In the center of the complex is the 18,417-square-foot ballroom. Details like mahogany-trimmed walls and ceilings and track lighting help craft an elegant atmosphere, while surround-sound audio and a 15,000-square-foot catering kitchen make the ballroom one of the most well-equipped meeting spaces on the island. Although the MBCC is outfitted with all of the high-tech amenities you would expect in a modern-day convention center, you can still pick up traces of classic Jamaican Georgian architecture in its design, including cut-stonework and colonnaded walkways. Interestingly, traces of Chinese influences also turn up, such as in the ballroom’s lattice-work ceilings.
“We know that successful meetings don’t just happen, and we take time to understand the individual needs and concerns of meeting planners and the priorities of our guests,” said Dittie Guise, the MBCC’s general manager. “This allows us to offer seamless organization, fault-free equipment, impeccable presentation, the appointment of a specialized team to provide top-notch service for every event, well-equipped meeting rooms, creative food-and-beverage offerings, and qualified technical assistance.”
MORE TO EXPLORE
Breaking out of the resort cocoon, as lovely as that comfortable cocoon might be, is key to seeing the real Jamaica, and I found that many local haunts are perfectly group-friendly. I spent one evening feasting on jerk chicken at Scotchies, a place beloved by residents as much as tourists. A casual roadside stop, Scotchies roasts its jerk-seasoned chicken and pork over pimento wood (also ask for festival, a delicious cornbread fritter).
About five minutes from Scotchies, the open-air Shoppes at Rose Hall has 28 stores, a number of them duty-free, carrying everything from clothes to jewelry to locally produced coffee and cigars, with complimentary shuttles servicing nearby hotels from the Montego Bay Convention Centre throughout most of the day. Across the street from the Shoppes is one of the area’s biggest historical attractions, the Rose Hall Great House. The home and former plantation — said to be haunted by its 18th-century owner, Annie Palmer — is famous for its evening ghost tours (even my mid-afternoon tour raised a few goose bumps).

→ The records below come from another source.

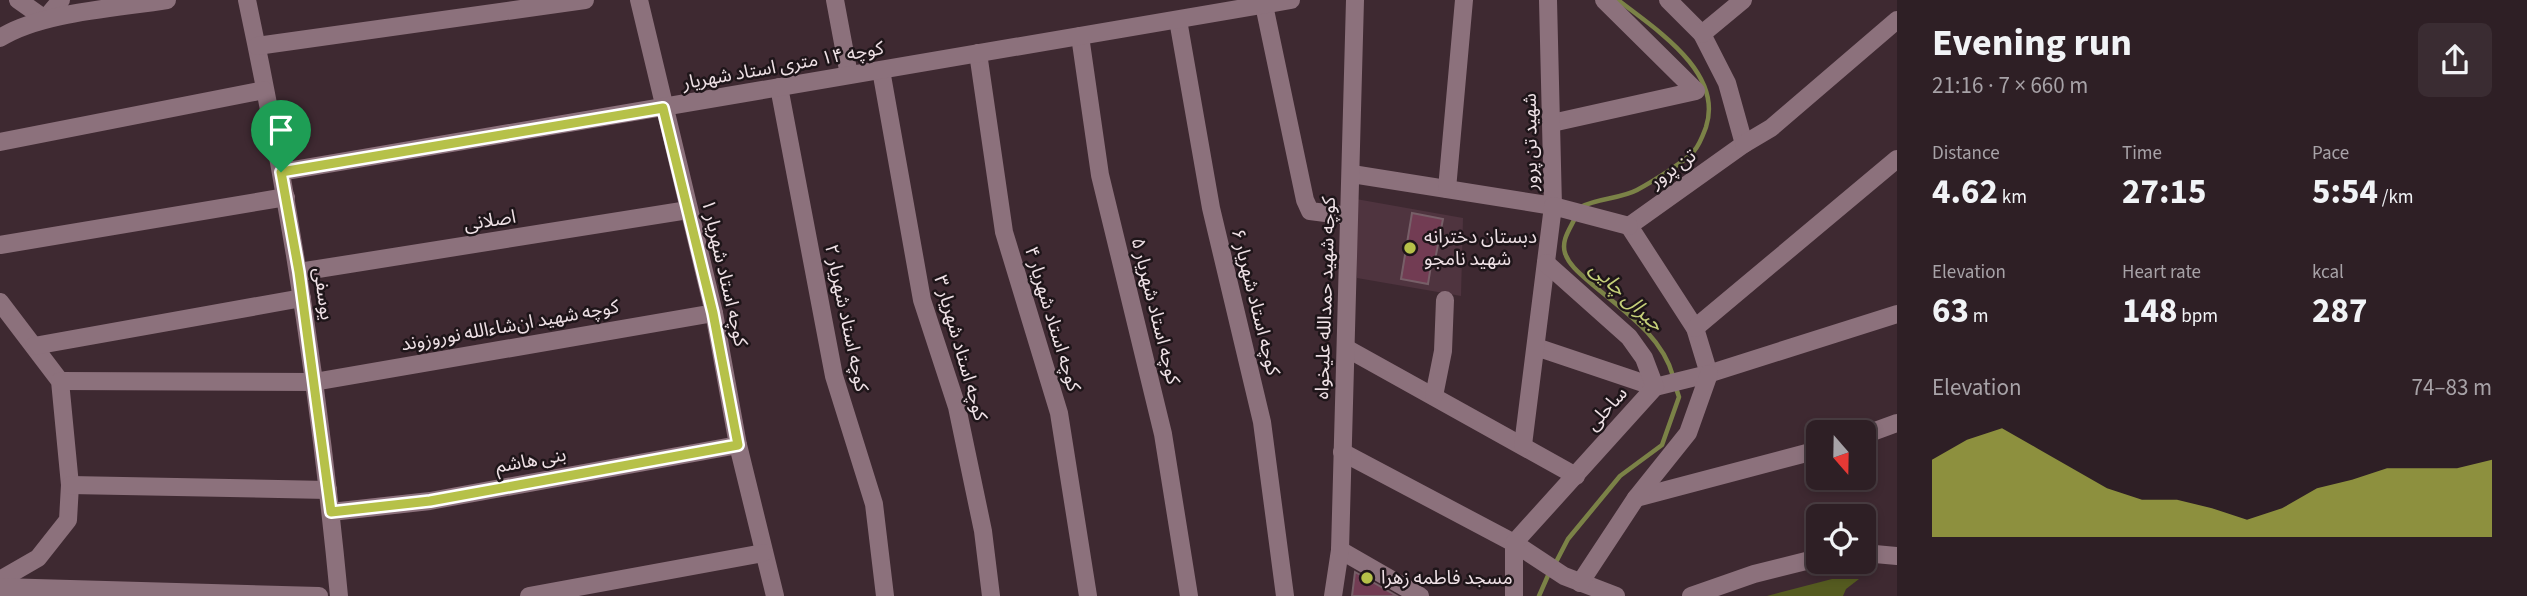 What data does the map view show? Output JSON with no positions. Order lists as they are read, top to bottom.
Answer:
{
  "streets": {
    "street": [
      "کوچه ۱۴ متری استاد شهریار",
      "شهید تن پرور",
      "تن پرور",
      "اصلانی",
      "کوچه استاد شهریار ۱",
      "یوسفی",
      "کوچه شهید حمدالله علیخواه",
      "کوچه استاد شهریار ۶",
      "کوچه استاد شهریار ۵",
      "کوچه استاد شهریار ۲",
      "کوچه استاد شهریار ۴",
      "کوچه شهید ان‌شاءالله نوروزوند",
      "کوچه استاد شهریار ۳",
      "ساحلی",
      "بنی هاشم"
    ]
  },
  "crossings": [
    ["کوچه ۱۴ متری استاد شهریار", "کوچه استاد شهریار ۱"],
    ["کوچه ۱۴ متری استاد شهریار", "یوسفی"],
    ["کوچه ۱۴ متری استاد شهریار", "کوچه استاد شهریار ۶"],
    ["کوچه ۱۴ متری استاد شهریار", "کوچه استاد شهریار ۵"],
    ["کوچه ۱۴ متری استاد شهریار", "کوچه استاد شهریار ۲"],
    ["کوچه ۱۴ متری استاد شهریار", "کوچه استاد شهریار ۴"],
    ["کوچه ۱۴ متری استاد شهریار", "کوچه استاد شهریار ۳"],
    ["شهید تن پرور", "کوچه شهید حمدالله علیخواه"],
    ["اصلانی", "کوچه استاد شهریار ۱"],
    ["اصلانی", "یوسفی"],
    ["کوچه استاد شهریار ۱", "کوچه شهید ان‌شاءالله نوروزوند"],
    ["کوچه استاد شهریار ۱", "بنی هاشم"],
    ["یوسفی", "کوچه شهید ان‌شاءالله نوروزوند"],
    ["یوسفی", "بنی هاشم"]
  ],
  "water": ["جیرال چایی"],
  "places": ["دبستان دخترانه شهید نامجو", "مسجد فاطمه زهرا"],
  "north": "bottom",
  "page": {
    "heading": ["Evening run", "21:16 · 7 × 660 m"],
    "stats": [
      ["Distance", "4.62 km"],
      ["Time", "27:15"],
      ["Pace", "5:54 /km"],
      ["Elevation", "63 m"],
      ["Heart rate", "148 bpm"],
      ["kcal", "287"]
    ],
    "chart": ["Elevation", "74–83 m"]
  }
} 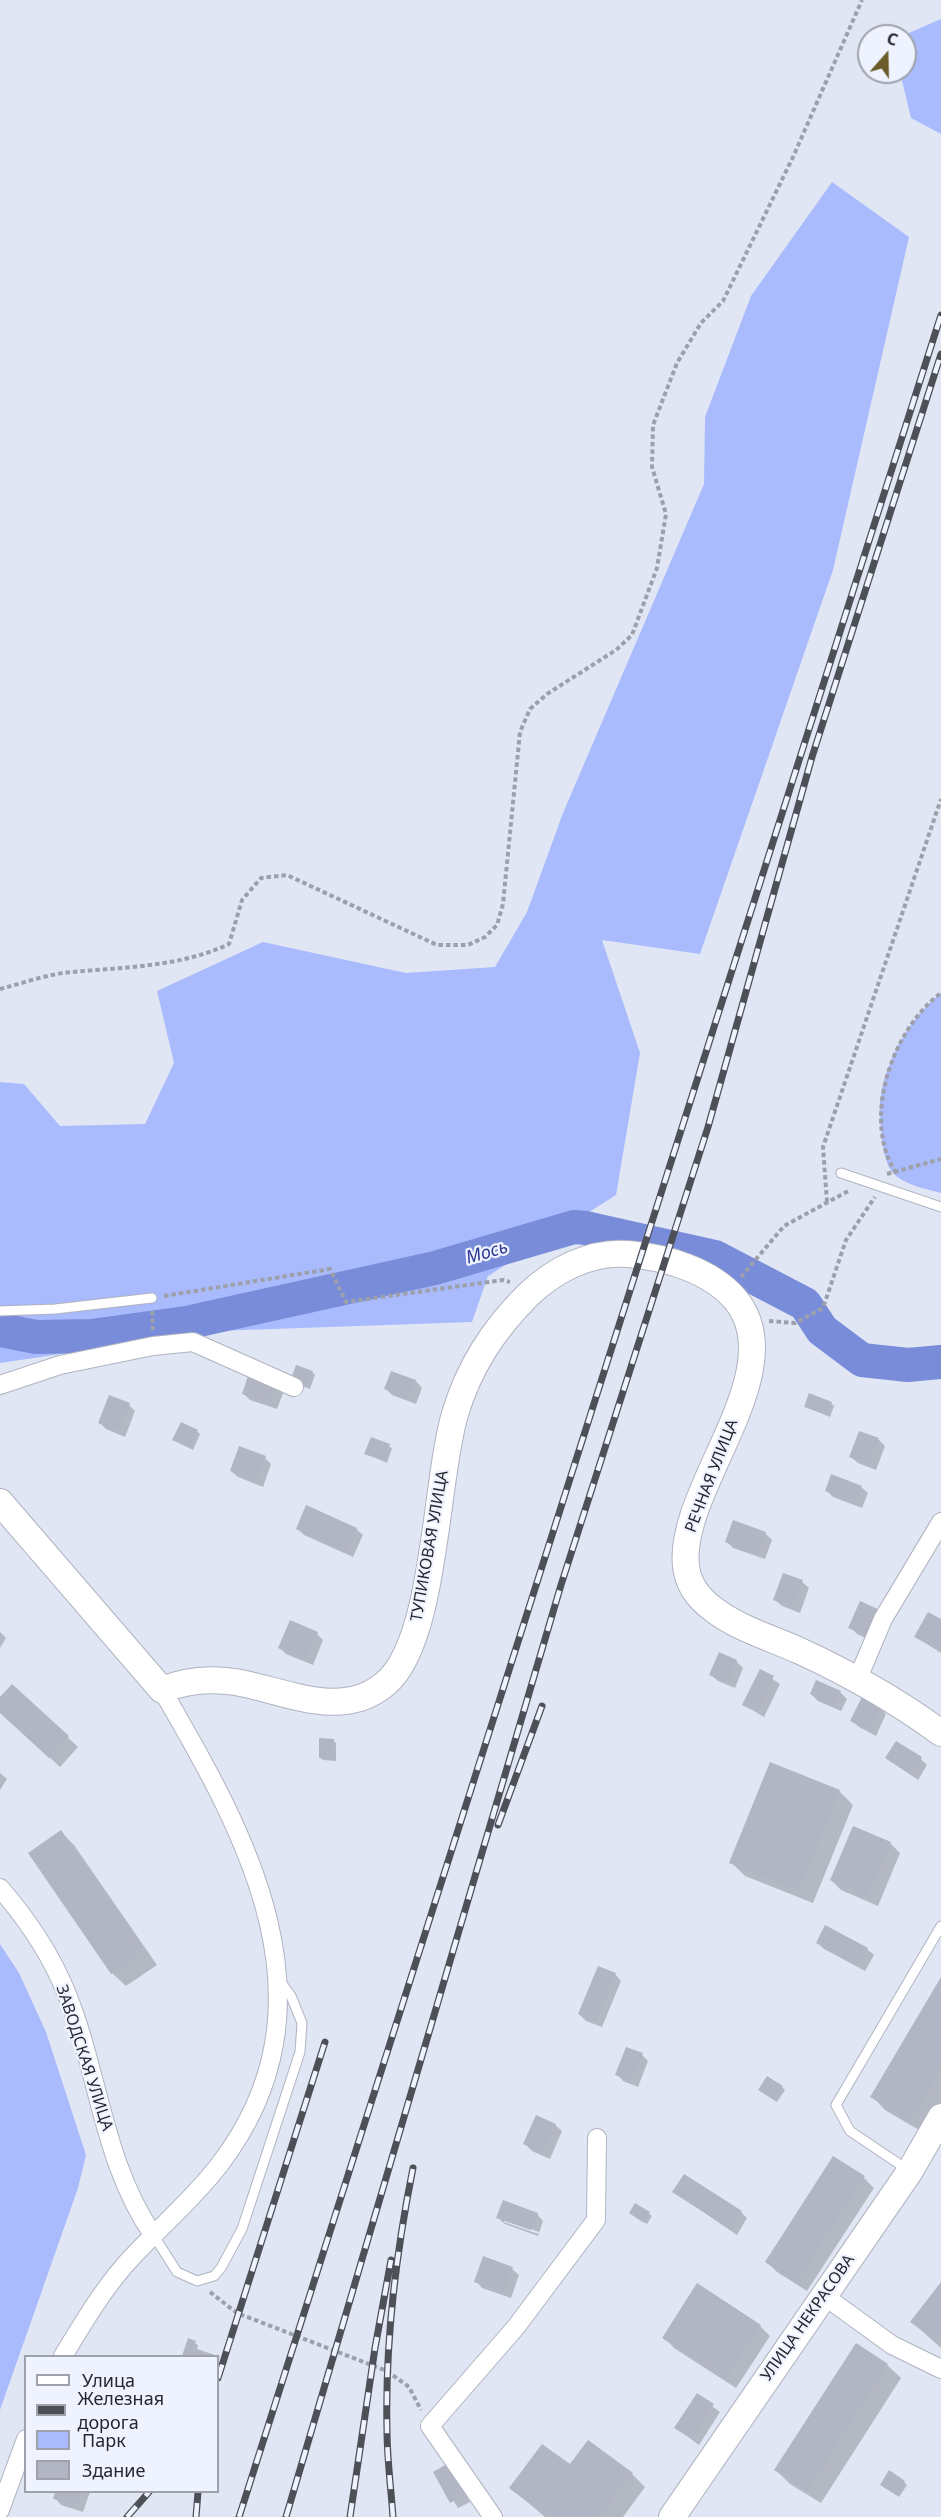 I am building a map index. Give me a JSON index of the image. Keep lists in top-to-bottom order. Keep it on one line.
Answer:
{"streets":{"street":["РЕЧНАЯ УЛИЦА","ТУПИКОВАЯ УЛИЦА","ЗАВОДСКАЯ УЛИЦА","УЛИЦА НЕКРАСОВА"]},"crossings":[["РЕЧНАЯ УЛИЦА","ТУПИКОВАЯ УЛИЦА"]],"water":["Мось"],"legend":["Улица","Железная дорога","Парк","Здание"],"north":"top"}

The activity highlight of my trip, a hike up the famous Dunn’s River Falls in nearby Ocho Rios, in Saint Ann parish, makes the perfect team-building excursion for groups. Starting at the beach, groups hike up the 600-foot waterfall, holding hands for guidance and balance. Also in Saint Ann, the Green Grotto Caves appeal to both history and nature lovers. According to our guide, the caves served as an escape route for runaway slaves in the 18th century, and today house a large number of bat species, along with stunning stalactites. The tour is quick, under an hour, and makes an entertaining yet peaceful stop after the adrenaline rush of Dunn’s River Falls.
On my last evening, I made a point to stop by Pier 1, a waterfront restaurant near the Hip Strip that turns into a nightclub in the wee hours. With typical Jamaican hospitality, Pier 1 owner Robert Russell went out of his way to personally pick me up and treat me to dinner. Over lobster and cocktails, Russell, a sort of Jamaican Renaissance man, regaled me with stories late into the evening about his fascinating life, from opening nightclubs and working on movies like “The Harder They Come” in the 1970s to starting Reggae SumFest, the island’s largest music festival, about 22 years ago. Ending the trip the same way I started it — telling stories, enjoying yet another perfect view — how could I not fall in love with Montego Bay?